One morning, following my usual morning ritual, I had opened the patio door to our bedroom and the window in my son’s room to air the lower level out. You must understand that windows do not have screens, here in Germany. I left my own bedroom to open the window of another room, and returned to make the beds. When that was done, I closed the windows and went upstairs. I didn’t notice anything unusual at the time.

When I came back down an hour later, I smelled the unmistakable odor of cat musk, and it was very strong. “Uh oh,” I thought. When I entered my bedroom, the stench was overpowering. There was no cat inside, but one had snuck in during the thirty seconds I had left the room unoccupied with the patio door open earlier that morning, and marked my bedroom as its territory. I traced the odor to the corner of the wall right by the door, and nearly gagged when I smelled it: the singular odor of armpits and rotten meat. It was horrible.

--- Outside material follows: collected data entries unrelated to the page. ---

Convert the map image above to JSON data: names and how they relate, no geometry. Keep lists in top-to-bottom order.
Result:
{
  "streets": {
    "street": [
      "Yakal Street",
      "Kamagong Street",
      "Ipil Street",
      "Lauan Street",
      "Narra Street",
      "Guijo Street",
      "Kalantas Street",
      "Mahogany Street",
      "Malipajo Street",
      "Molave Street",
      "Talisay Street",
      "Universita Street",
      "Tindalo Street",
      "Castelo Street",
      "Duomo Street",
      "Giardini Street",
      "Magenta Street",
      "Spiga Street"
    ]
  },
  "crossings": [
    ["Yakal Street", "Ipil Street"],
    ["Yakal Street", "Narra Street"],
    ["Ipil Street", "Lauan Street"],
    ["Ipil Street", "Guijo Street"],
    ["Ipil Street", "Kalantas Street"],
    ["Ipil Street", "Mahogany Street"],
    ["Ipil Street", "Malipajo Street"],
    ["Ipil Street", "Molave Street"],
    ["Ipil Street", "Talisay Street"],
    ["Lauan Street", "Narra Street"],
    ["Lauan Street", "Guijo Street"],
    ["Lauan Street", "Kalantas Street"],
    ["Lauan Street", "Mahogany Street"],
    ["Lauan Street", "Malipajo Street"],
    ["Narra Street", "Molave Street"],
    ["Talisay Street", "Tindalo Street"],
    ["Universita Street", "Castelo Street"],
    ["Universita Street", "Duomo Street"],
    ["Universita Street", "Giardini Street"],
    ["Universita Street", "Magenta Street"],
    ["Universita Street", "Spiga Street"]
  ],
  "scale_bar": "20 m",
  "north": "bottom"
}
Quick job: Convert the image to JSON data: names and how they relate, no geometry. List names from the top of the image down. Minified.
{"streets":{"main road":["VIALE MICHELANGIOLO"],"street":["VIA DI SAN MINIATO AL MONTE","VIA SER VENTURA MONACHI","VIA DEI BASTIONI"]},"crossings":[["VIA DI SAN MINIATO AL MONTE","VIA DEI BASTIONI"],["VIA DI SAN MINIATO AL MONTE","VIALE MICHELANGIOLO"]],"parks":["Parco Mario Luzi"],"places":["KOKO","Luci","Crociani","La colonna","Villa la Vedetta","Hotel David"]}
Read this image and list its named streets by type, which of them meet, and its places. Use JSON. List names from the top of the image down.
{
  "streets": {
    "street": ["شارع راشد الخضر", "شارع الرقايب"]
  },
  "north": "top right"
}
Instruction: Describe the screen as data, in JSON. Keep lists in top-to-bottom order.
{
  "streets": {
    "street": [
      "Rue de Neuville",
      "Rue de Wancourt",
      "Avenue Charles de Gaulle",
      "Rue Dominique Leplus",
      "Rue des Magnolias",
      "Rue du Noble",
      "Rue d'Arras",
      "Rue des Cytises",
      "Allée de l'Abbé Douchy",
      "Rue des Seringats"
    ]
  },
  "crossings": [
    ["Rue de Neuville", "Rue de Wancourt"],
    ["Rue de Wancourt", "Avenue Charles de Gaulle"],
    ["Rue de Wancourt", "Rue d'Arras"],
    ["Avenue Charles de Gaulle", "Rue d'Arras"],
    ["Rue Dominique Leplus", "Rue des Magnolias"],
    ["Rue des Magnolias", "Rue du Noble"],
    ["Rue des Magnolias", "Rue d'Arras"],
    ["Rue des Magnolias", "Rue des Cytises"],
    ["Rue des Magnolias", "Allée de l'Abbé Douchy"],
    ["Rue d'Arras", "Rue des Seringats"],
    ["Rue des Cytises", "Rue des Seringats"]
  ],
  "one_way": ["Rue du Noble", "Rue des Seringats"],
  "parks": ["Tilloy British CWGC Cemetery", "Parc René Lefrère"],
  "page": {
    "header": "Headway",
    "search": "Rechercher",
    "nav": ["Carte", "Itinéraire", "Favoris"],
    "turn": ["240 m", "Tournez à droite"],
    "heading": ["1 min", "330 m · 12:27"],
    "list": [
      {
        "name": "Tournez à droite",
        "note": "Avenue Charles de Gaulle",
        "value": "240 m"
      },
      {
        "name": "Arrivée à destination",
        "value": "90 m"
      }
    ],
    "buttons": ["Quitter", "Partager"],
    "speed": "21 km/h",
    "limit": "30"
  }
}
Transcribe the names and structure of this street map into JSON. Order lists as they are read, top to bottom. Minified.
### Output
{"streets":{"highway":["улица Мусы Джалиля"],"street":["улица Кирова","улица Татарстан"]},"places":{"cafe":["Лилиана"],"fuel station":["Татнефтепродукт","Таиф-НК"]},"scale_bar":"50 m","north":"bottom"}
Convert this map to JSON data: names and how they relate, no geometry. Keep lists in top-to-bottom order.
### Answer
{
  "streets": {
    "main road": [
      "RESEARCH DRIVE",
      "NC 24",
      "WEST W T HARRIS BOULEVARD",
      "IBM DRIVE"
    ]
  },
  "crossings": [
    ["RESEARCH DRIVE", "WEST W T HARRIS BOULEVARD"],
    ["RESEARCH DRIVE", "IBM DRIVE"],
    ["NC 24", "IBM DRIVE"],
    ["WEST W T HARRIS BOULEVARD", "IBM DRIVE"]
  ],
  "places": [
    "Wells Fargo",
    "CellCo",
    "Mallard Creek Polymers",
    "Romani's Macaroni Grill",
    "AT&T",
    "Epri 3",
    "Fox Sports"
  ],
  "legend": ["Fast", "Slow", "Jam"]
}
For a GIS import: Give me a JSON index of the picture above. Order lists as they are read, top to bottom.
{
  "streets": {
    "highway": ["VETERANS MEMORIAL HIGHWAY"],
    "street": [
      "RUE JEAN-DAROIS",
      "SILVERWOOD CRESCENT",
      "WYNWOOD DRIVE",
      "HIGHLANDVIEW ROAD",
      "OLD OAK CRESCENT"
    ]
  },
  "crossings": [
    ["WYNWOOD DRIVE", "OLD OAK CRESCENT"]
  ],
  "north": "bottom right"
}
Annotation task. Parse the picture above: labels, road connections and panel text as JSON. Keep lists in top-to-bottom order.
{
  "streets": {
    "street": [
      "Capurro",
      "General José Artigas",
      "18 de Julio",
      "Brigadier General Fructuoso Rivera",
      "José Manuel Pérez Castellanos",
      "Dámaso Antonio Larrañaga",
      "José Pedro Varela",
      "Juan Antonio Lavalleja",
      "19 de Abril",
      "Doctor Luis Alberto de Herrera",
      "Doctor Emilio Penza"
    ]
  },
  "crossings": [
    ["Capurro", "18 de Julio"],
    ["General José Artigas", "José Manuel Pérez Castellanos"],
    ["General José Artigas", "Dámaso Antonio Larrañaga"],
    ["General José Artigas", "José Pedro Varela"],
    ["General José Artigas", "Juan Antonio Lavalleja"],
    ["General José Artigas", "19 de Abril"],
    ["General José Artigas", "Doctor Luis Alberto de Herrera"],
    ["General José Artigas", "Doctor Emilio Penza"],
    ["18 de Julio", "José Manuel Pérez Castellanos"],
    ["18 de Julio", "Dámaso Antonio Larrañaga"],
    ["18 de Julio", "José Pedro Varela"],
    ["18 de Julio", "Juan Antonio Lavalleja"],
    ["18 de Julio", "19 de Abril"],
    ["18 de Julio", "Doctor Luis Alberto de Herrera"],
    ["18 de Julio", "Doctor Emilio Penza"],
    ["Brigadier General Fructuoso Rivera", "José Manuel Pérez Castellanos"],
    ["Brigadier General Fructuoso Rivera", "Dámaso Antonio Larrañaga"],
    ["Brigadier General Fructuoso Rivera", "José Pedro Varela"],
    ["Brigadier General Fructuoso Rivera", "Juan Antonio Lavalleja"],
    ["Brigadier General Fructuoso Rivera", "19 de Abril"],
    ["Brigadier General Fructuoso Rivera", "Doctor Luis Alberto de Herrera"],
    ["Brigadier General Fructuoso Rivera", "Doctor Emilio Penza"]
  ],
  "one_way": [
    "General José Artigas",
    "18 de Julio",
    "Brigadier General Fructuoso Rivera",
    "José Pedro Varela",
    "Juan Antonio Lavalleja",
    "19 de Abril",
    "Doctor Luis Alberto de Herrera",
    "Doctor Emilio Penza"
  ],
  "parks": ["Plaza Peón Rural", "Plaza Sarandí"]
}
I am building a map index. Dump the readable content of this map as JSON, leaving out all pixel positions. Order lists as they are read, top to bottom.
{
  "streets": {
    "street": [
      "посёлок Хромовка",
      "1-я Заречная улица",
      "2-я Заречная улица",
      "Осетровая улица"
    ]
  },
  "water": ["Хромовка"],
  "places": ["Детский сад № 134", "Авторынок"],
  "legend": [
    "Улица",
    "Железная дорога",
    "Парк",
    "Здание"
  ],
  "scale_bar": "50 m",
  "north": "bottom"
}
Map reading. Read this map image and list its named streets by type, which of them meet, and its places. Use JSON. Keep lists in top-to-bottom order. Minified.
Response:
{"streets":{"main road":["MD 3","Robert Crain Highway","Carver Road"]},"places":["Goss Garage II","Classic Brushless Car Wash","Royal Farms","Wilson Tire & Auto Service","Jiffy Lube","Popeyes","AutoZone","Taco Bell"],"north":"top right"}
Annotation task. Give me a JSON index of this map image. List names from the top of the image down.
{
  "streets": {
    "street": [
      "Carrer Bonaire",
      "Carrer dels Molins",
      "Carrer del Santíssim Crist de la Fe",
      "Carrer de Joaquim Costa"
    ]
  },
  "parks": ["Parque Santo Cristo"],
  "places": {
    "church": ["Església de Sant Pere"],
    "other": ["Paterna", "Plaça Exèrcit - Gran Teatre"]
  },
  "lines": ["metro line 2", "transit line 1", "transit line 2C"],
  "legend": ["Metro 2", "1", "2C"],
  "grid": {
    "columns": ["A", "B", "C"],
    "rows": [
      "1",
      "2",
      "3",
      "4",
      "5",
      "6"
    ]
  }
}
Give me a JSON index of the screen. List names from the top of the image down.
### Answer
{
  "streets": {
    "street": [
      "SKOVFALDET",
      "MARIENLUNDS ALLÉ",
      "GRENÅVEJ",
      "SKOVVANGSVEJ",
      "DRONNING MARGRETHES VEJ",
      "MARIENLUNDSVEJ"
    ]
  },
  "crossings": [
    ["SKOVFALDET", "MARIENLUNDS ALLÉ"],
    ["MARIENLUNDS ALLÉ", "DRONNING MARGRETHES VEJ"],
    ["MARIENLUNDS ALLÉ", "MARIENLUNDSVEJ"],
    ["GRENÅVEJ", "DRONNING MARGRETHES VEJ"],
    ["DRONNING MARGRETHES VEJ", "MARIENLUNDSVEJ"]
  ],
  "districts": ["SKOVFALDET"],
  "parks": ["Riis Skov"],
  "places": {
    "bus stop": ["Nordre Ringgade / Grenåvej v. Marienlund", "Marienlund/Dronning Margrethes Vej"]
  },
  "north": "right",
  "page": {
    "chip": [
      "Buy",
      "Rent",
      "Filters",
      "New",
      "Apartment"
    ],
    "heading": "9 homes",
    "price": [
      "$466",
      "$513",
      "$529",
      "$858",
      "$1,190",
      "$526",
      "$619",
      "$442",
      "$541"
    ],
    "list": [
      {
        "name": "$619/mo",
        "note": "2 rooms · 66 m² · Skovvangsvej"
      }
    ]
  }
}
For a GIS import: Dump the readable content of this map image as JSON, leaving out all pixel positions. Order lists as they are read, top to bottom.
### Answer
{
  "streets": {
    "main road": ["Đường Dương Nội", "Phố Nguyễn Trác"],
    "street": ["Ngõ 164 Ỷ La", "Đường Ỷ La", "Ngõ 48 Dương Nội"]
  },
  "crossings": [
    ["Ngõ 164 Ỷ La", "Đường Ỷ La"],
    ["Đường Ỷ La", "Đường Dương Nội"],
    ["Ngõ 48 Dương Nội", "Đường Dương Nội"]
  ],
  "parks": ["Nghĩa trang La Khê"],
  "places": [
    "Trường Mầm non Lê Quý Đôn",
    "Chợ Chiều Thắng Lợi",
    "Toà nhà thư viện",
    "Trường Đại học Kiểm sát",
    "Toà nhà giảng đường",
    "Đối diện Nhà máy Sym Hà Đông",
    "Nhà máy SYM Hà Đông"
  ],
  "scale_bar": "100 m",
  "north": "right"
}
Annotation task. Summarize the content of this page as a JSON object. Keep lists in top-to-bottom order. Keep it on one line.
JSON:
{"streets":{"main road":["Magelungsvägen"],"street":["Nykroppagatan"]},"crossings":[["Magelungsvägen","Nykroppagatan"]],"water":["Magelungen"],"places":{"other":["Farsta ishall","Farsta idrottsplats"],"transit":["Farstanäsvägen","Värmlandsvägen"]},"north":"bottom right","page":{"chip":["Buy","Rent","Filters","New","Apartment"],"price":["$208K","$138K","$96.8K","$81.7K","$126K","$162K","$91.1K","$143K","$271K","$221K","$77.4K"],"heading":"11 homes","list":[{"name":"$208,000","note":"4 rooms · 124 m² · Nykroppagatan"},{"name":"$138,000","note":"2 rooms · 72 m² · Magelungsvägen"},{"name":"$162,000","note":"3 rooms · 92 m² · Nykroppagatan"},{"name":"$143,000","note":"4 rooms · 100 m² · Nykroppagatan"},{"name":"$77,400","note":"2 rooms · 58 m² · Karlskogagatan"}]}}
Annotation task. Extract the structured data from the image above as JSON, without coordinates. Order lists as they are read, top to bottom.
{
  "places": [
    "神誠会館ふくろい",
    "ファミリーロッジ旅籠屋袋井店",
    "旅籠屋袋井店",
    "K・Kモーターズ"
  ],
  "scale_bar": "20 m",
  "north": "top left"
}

I decided on the spot that I don’t like cats, anymore. And certainly not ones that haven’t been neutered. And I especially didn’t like the daddy tom I had seen lurking around our house right around the time I had aired out our bedrooms. When I returned upstairs, I threw out the cat food. “No more feeding the cats,” I exclaimed to my family. “They are not allowed here, anymore!”

FYI, It took a lot of diligence, but I finally got rid of the smell by using Febreeze and household-strength vinegar.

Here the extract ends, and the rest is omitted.